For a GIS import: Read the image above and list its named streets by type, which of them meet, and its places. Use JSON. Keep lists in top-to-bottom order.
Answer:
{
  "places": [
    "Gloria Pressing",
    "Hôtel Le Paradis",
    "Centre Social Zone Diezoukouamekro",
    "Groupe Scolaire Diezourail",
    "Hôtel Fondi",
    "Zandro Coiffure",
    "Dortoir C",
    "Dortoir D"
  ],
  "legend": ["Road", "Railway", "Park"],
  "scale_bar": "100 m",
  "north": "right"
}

-- What you need to do --
Print out the whole listing exactly as it appears.

-- Task output --
For a GIS import: Read the image above and list its named streets by type, which of them meet, and its places. Use JSON. Keep lists in top-to-bottom order.
Answer:
{
  "places": [
    "Gloria Pressing",
    "Hôtel Le Paradis",
    "Centre Social Zone Diezoukouamekro",
    "Groupe Scolaire Diezourail",
    "Hôtel Fondi",
    "Zandro Coiffure",
    "Dortoir C",
    "Dortoir D"
  ],
  "legend": ["Road", "Railway", "Park"],
  "scale_bar": "100 m",
  "north": "right"
}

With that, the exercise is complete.